EXERCISE BRIEF:
Find each line of the entries with the string "note", please, and copy it.

MATERIAL SUPPLIED:
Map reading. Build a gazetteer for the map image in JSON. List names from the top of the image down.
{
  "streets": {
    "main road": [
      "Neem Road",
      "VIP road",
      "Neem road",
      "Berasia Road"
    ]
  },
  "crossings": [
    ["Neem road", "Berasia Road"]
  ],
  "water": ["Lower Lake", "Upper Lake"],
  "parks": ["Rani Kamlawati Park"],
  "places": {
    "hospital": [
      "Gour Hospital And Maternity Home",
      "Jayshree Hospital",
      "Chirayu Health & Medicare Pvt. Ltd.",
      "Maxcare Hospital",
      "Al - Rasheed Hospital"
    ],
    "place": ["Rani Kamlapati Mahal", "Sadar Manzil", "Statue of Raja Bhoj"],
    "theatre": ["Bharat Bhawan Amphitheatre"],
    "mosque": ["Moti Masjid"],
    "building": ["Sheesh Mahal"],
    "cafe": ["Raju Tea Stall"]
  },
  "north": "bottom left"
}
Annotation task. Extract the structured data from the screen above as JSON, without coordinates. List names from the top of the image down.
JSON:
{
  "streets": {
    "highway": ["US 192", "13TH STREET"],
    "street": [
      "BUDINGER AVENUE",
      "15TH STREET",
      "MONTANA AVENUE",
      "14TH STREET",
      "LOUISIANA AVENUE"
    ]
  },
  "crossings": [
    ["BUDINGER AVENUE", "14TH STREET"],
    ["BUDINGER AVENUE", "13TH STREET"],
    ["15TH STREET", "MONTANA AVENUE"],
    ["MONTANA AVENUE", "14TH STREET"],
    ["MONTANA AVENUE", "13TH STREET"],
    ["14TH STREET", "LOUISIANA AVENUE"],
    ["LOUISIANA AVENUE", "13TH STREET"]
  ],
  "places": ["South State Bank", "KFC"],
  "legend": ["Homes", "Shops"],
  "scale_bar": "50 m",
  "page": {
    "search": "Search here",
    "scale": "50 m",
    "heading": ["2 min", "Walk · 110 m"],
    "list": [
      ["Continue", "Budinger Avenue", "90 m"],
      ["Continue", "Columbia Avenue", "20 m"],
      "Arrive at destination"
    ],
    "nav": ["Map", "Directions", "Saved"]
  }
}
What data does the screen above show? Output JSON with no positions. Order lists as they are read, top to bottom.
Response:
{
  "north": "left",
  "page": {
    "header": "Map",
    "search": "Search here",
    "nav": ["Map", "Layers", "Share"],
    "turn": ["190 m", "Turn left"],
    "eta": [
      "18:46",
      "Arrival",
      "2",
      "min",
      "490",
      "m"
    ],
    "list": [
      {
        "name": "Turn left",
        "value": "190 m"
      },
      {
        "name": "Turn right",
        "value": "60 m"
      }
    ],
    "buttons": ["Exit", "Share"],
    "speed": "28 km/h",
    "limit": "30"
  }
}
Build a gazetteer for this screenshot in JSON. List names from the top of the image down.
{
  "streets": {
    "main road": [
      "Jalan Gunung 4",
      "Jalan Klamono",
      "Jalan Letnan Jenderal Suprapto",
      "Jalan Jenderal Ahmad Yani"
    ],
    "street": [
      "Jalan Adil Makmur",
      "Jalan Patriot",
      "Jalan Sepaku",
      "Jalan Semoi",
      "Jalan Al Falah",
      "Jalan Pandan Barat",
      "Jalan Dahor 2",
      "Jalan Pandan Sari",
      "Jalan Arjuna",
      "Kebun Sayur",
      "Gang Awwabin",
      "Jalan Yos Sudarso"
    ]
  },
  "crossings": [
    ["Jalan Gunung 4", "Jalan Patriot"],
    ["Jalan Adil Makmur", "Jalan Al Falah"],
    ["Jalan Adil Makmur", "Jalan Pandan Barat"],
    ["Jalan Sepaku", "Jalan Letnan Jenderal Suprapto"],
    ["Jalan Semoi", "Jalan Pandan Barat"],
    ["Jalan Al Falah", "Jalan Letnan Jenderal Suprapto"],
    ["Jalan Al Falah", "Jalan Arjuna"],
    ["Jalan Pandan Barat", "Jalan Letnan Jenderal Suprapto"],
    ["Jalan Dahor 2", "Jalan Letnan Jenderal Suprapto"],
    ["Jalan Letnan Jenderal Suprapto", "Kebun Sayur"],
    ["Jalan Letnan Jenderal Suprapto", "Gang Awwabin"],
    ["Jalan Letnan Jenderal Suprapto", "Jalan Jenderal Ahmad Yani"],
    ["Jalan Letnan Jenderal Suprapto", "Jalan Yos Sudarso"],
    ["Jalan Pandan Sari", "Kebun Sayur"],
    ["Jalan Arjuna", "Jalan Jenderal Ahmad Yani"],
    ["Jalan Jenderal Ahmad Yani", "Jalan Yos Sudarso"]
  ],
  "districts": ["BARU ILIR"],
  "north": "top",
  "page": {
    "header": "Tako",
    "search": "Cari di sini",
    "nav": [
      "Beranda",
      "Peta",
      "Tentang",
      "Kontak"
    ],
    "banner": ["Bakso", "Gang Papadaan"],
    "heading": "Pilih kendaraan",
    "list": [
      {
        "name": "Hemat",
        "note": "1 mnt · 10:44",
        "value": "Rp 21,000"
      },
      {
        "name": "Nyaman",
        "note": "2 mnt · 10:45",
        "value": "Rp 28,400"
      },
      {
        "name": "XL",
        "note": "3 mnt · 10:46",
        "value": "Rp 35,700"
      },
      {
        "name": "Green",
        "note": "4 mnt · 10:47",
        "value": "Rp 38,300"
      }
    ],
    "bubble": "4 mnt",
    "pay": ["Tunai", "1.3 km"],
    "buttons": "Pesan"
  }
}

WRITTEN SOLUTION:
        "note": "1 mnt · 10:44",
        "note": "2 mnt · 10:45",
        "note": "3 mnt · 10:46",
        "note": "4 mnt · 10:47",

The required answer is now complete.